A bug in Microsoft's Internet Explorer browser is causing more than 50 million files stored online to leak potentially sensitive information that could compromise user privacy, a security researcher said. The documents stored in Adobe's PDF format display the internal disk location where the file is stored, an oversight that …
"The potentially sensitive data is included in PDFs that have been printed using Internet Explorer."
The explanation in this article is so poor I had to go to the linked site because I couldn't see how printing a pdf could possibly add anything to it. The information is not included in pdfs that have been printed with IE, it is included in web pages that have been converted to pdfs using a pdf printer driver from IE. That's very different to the explanation given in the article.
The number of pdfs that are created by printing a web page will be much lower than the number of pdf that have been printed while viewing them in IE. The poor explanation given will cause a lot more people to think they are at risk of exposing info than actually are. Is this CNet or El Reg?
It could also be pointed out that every MS Office document type (Well the main ones: doc, xls, ppt, and their 'xml' versions, I can't be bothered to find out about say, MS Publishter's files...) tends to store far more than just the last edit path, but also the Windows user name, Active Directory information, printer info, and much more. Not that they're alone, Open Office does similar things, I just don't recall the details as clearly.
Some guys gave a pretty impressive talk about this sort of thing at DefCon 17, but of course I no longer remember their names or the name of their app, which automated the searching, downloading, and metadata extraction. I do remember that it was awesome, even though it only ran on Windows...

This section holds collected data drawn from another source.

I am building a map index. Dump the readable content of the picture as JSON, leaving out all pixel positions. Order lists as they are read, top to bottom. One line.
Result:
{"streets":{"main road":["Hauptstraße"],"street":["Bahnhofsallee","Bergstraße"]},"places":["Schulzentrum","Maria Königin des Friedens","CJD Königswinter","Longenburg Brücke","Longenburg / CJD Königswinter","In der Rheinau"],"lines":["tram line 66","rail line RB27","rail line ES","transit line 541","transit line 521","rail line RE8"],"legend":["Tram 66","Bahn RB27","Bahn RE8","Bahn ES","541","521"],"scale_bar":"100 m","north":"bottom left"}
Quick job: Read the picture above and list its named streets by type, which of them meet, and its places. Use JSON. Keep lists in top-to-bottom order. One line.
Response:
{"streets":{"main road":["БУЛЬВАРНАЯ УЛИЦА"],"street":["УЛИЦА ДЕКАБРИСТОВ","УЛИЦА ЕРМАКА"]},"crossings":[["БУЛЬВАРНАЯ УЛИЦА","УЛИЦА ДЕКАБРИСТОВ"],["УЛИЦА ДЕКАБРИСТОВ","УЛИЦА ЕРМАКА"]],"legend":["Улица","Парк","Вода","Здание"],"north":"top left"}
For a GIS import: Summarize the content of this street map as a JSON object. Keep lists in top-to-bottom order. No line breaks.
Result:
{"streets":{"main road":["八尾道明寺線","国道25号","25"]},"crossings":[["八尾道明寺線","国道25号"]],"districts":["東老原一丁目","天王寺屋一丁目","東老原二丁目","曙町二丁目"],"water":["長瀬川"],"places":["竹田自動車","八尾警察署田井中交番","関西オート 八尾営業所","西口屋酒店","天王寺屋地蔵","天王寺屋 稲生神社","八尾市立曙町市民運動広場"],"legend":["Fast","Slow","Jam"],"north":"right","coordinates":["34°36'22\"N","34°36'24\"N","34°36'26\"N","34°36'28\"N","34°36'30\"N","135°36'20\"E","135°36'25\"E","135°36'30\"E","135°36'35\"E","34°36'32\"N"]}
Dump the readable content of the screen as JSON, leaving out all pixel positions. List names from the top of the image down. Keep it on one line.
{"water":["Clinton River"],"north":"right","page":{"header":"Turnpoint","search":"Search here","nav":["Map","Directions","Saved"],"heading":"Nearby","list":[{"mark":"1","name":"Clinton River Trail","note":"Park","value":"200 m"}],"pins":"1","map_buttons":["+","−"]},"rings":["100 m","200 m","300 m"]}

Moral of the story: Clean all metadata before releasing anything, be it doc, pdf, jpg, or otherwise.
Hi Dave,
I don't think the explanation is incomplete. It is obvious that if you are using the print function of IE to generate the PDF, then it will be use a PDF printer driver. For my site, I have to include more details as I get much more space to write. So, I think Dan summarized it nicely.
Cheers,
Inferno
How many PDFs I've downloaded where a person's internal computer name in the form of blah.domain.com is stored in there.
I always strip that stuff out. And in Office.
Meta data truly sucks. If people can't name a file properly then they deserve to never find it again.
Apart from EXIF info, that's actually useful and mainly because people don't know/bother/care to edit it
I'm with Dave Murray about the explanation given in the article. It took me a couple of extra thought processes to realise that the "printing" meant converting a web page into a PDF document. For one thing I didn't realise that IE could do this. Or is it just using a PDF printer driver in which case isn't part of the problem with the driver? Also "printing" does tend to mean "onto paper" whilst converting is easily understood as meaning changing the representation of a document.
Contrary to a couple of comments above, I figured out straight away what the Reg article was talking about, and I don't consider myself the smartest kid in class. Perhaps the art of reading is on the wane? ;-) As for metadata, it can be a boon and equally an annoying security problem, the latter especially as it is mostly "invisible". The vast majority of programs that deal with file formats incorporating metadata don't make it easy (for the casual user at least) to view, edit and strip out metadata. We are still a long way off from possessing a proper security-related computer culture. If only this "exposé" would make a blind bit of difference. Sadly it won't.
But that's not as likely to generate lotsb of traffic.
Nothing in this article seems to actually pertail to using IE. Sounds much more like what you get when you send a webpage to ADOBE's pdf printer. My copy of Windows 7 with IE doesn't even have a pdf print option, so it seems odd to think that the bug is in IE.
It looked like Adobe takes the full path name for the default title. The more sensible approach, which is generally taken, is to expect that the file name is the same as the title and drop the directory structure.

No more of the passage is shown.